House v. National Collegiate Athletic Association was filed in the United States District Court for the Northern District of California in 2020, [1] against the National Collegiate Athletic Association by Arizona State University swimmer Grant House and Texas Christian University basketball player (University of Oregon in 2020) Sedona Prince. House and Prince sought name, image, and likeness damages and an injunction to force the NCAA and affiliated athletic conferences to lift restrictions on revenue sharing from broadcast rights. The case was assigned to judge Claudia Ann Wilken, who previously decided in favor of the plaintiffs in O'Bannon v.
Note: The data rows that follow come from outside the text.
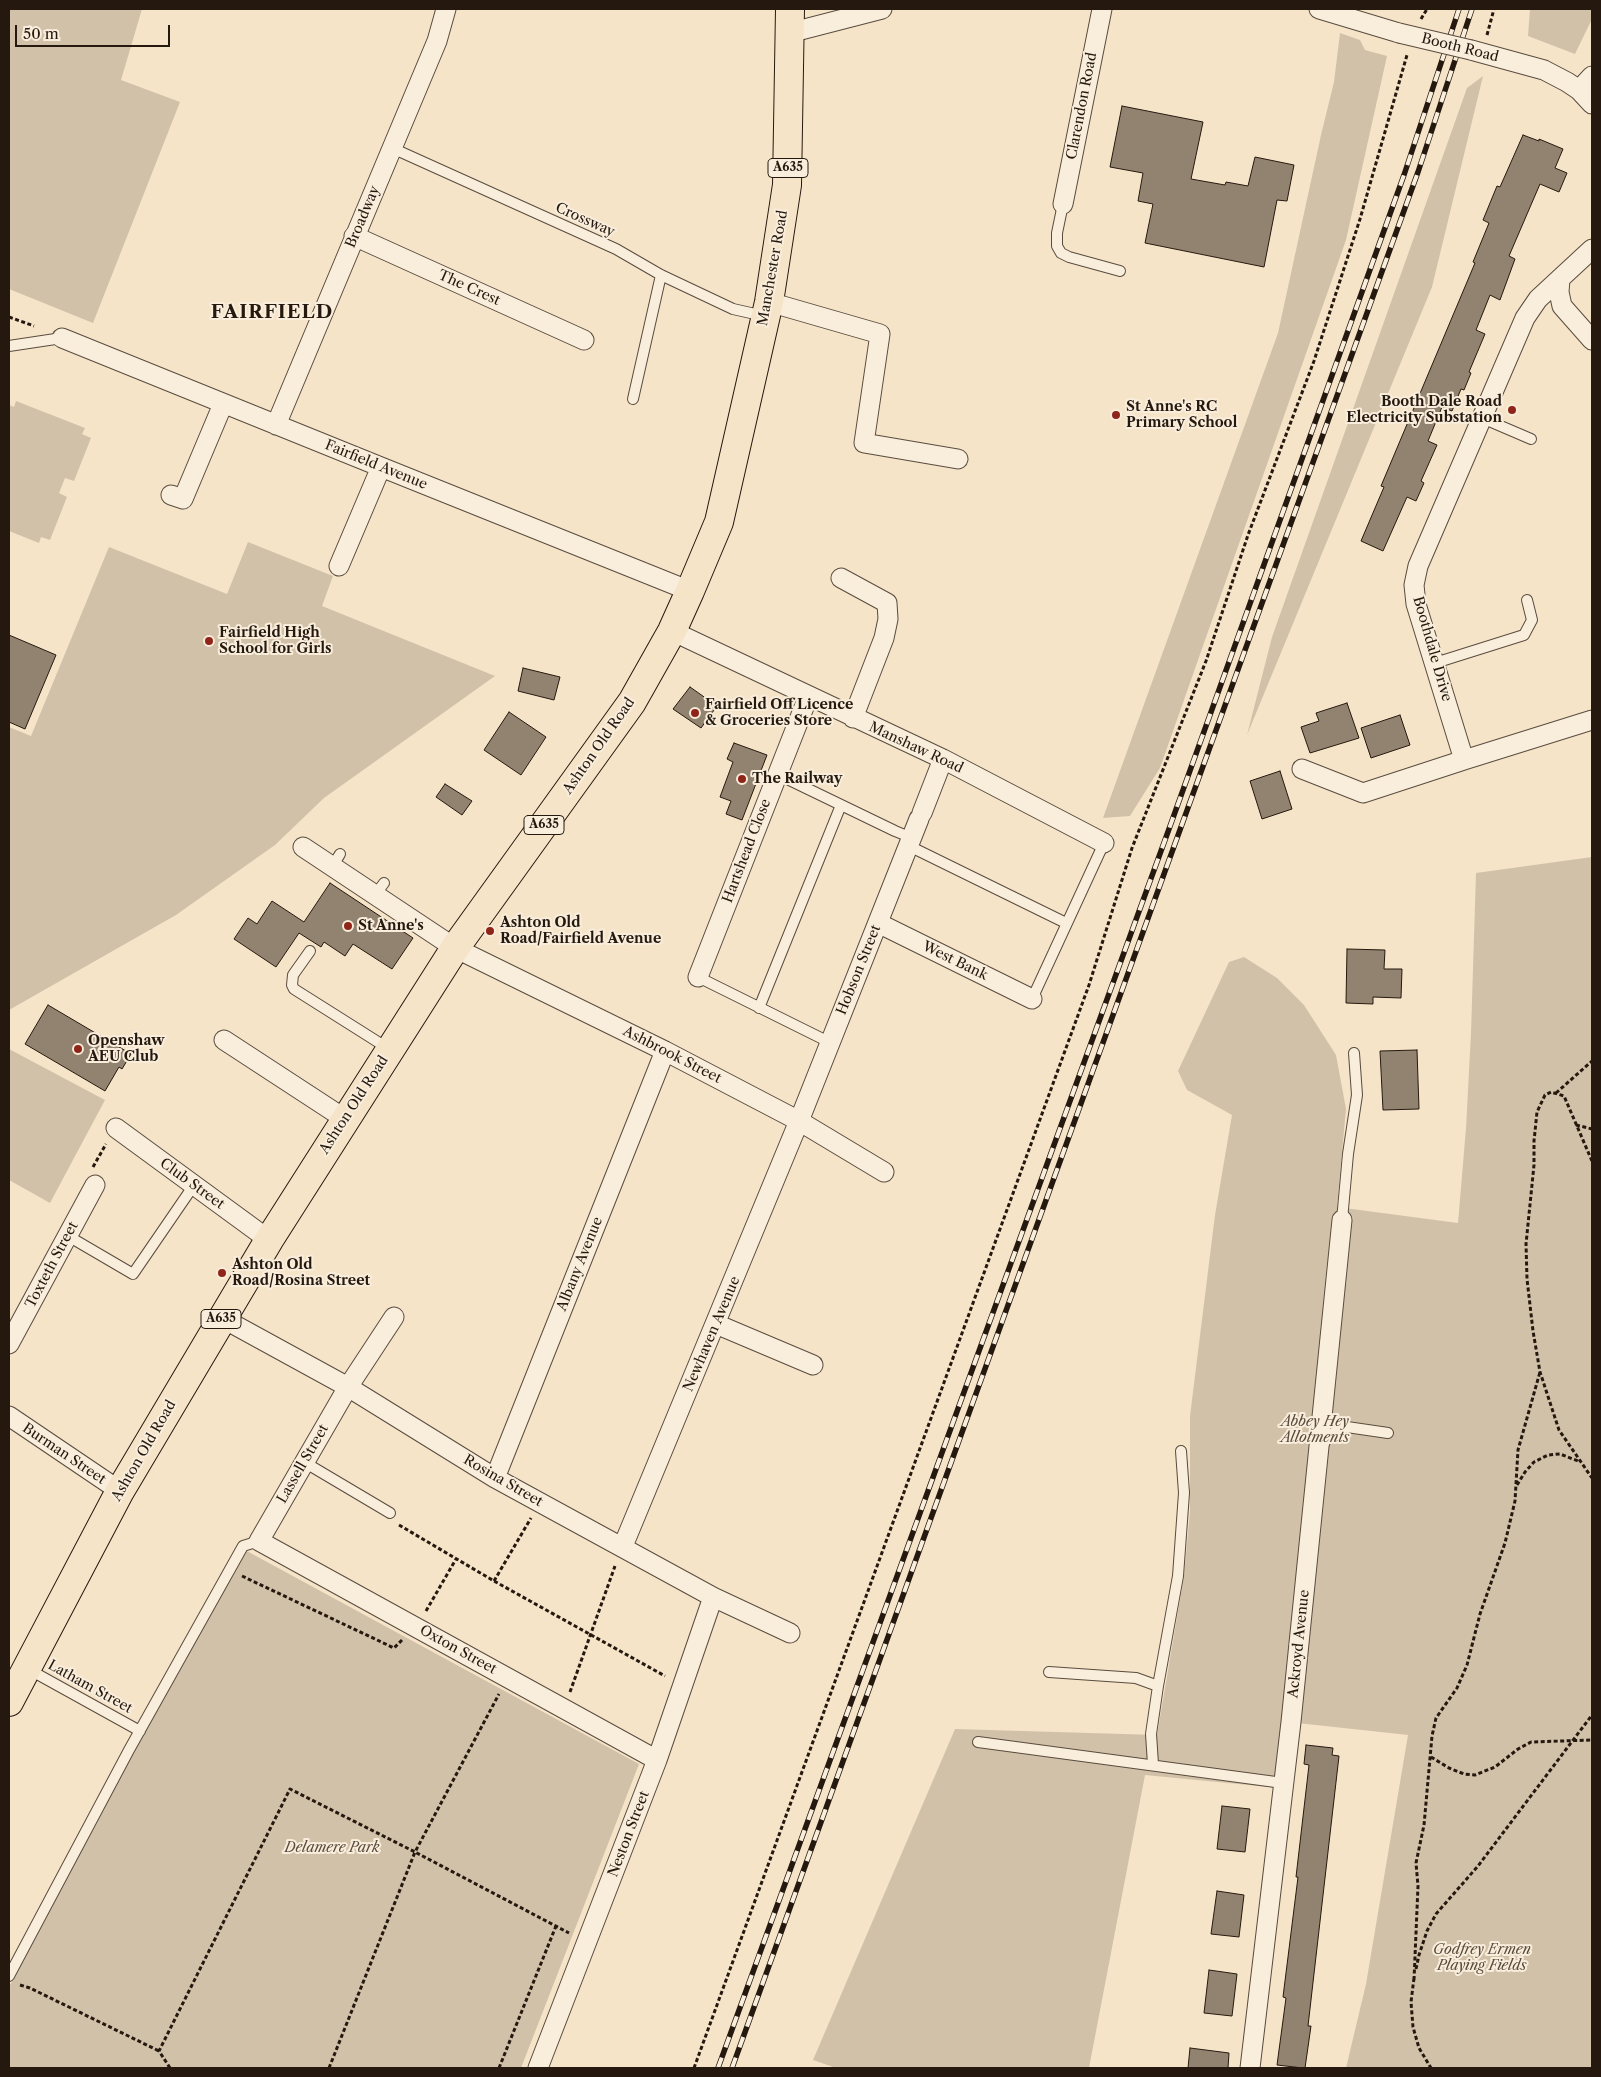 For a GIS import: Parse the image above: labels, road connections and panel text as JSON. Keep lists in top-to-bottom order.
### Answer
{
  "streets": {
    "highway": ["A635", "Manchester Road", "Ashton Old Road"],
    "street": [
      "Booth Road",
      "Clarendon Road",
      "Broadway",
      "The Crest",
      "Fairfield Avenue",
      "Boothdale Drive",
      "Manshaw Road",
      "Hartshead Close",
      "West Bank",
      "Hobson Street",
      "Ashbrook Street",
      "Club Street",
      "Albany Avenue",
      "Toxteth Street",
      "Newhaven Avenue",
      "Burman Street",
      "Lassell Street",
      "Rosina Street",
      "Ackroyd Avenue",
      "Oxton Street",
      "Neston Street"
    ],
    "lane": ["Crossway", "Latham Street"]
  },
  "crossings": [
    ["Broadway", "Crossway"],
    ["Broadway", "The Crest"],
    ["Broadway", "Fairfield Avenue"],
    ["Crossway", "Manchester Road"],
    ["Manchester Road", "Ashton Old Road"],
    ["Fairfield Avenue", "Ashton Old Road"],
    ["Ashton Old Road", "Manshaw Road"],
    ["Ashton Old Road", "Ashbrook Street"],
    ["Ashton Old Road", "Club Street"],
    ["Ashton Old Road", "Burman Street"],
    ["Ashton Old Road", "Rosina Street"],
    ["Ashton Old Road", "Latham Street"],
    ["Manshaw Road", "Hartshead Close"],
    ["Manshaw Road", "Hobson Street"],
    ["West Bank", "Hobson Street"],
    ["Hobson Street", "Ashbrook Street"],
    ["Hobson Street", "Newhaven Avenue"],
    ["Ashbrook Street", "Albany Avenue"],
    ["Ashbrook Street", "Newhaven Avenue"],
    ["Albany Avenue", "Rosina Street"],
    ["Newhaven Avenue", "Rosina Street"],
    ["Lassell Street", "Rosina Street"],
    ["Lassell Street", "Oxton Street"],
    ["Rosina Street", "Neston Street"],
    ["Oxton Street", "Neston Street"]
  ],
  "districts": ["FAIRFIELD"],
  "parks": ["Abbey Hey Allotments", "Delamere Park", "Godfrey Ermen Playing Fields"],
  "places": [
    "Booth Dale Road Electricity Substation",
    "St Anne's RC Primary School",
    "Fairfield High School for Girls",
    "Fairfield Off Licence & Groceries Store",
    "The Railway",
    "St Anne's",
    "Ashton Old Road/Fairfield Avenue",
    "Openshaw AEU Club",
    "Ashton Old Road/Rosina Street"
  ],
  "scale_bar": "50 m"
} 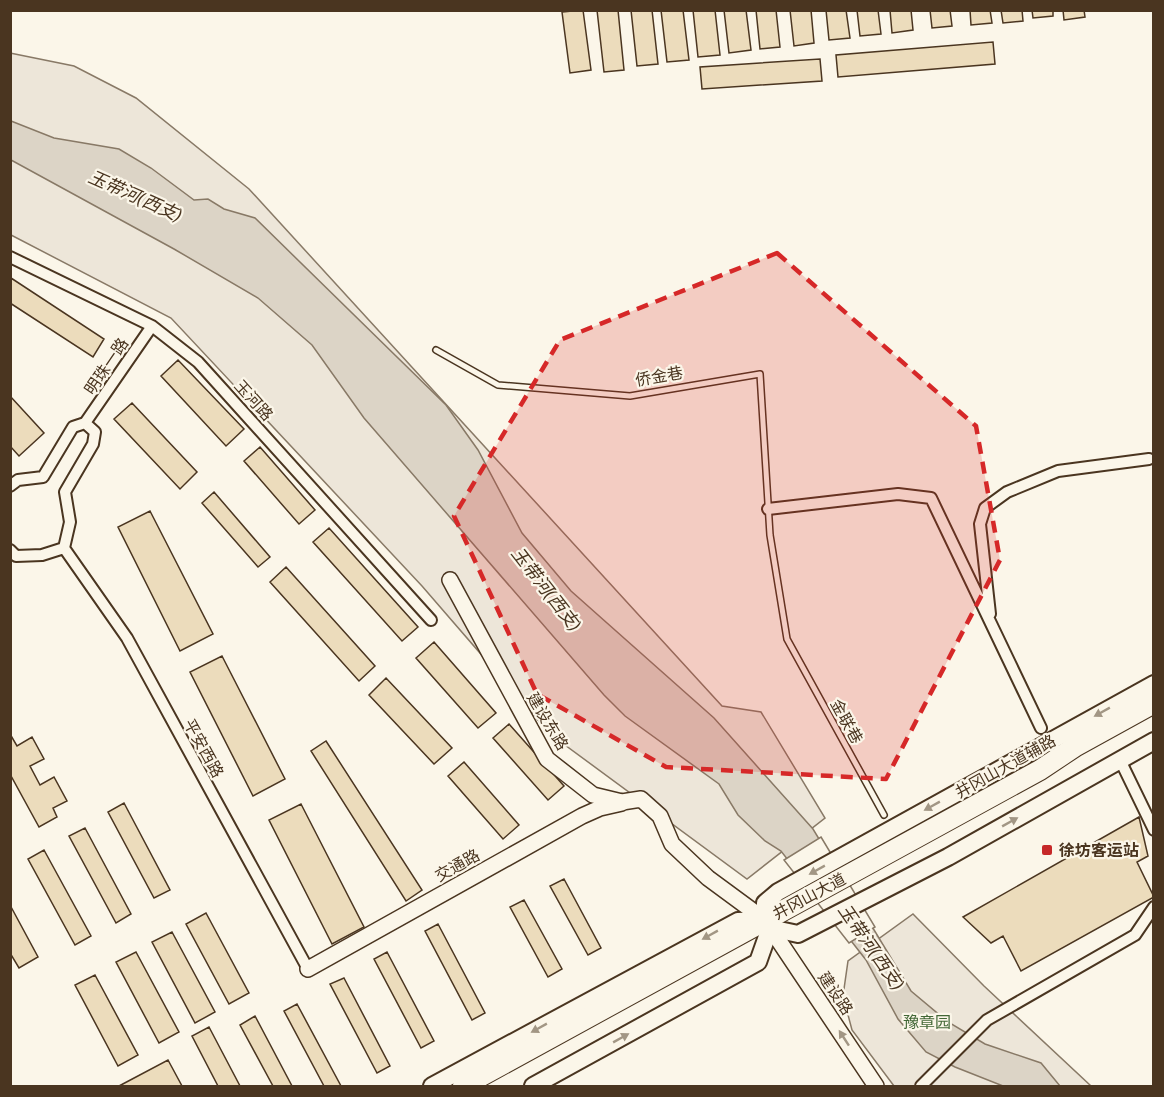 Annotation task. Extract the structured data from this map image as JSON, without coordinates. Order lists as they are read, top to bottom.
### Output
{
  "streets": {
    "highway": ["井冈山大道"],
    "main road": ["井冈山大道辅路"],
    "street": [
      "明珠一路",
      "玉河路",
      "建设东路",
      "平安西路",
      "交通路",
      "建设路"
    ],
    "lane": ["侨金巷", "金联巷"]
  },
  "crossings": [
    ["明珠一路", "玉河路"],
    ["侨金巷", "金联巷"],
    ["建设东路", "井冈山大道辅路"],
    ["建设东路", "交通路"],
    ["建设东路", "井冈山大道"],
    ["建设东路", "建设路"],
    ["平安西路", "交通路"],
    ["井冈山大道辅路", "井冈山大道"],
    ["井冈山大道辅路", "建设路"],
    ["井冈山大道", "建设路"]
  ],
  "one_way": ["建设路"],
  "water": ["玉带河(西支)"],
  "parks": ["豫章园"],
  "places": {
    "transit": ["徐坊客运站"]
  }
}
NCAA (2014) and Alston v. NCAA (2020). In November 2023, Wilken granted class-action certification for the damages alleged to have been incurred, expanding the parties affected to any Division I athlete who played after 2016 with a four-year statute of limitations. [2]

Settlement

On May 23, 2024, the National Collegiate Athletic Association settled the lawsuit for US$2.75 billion, agreeing to a revenue-sharing model allowing member institutions to distribute funds up to US$20 billion to Division I athletes who have played since 2016. [2]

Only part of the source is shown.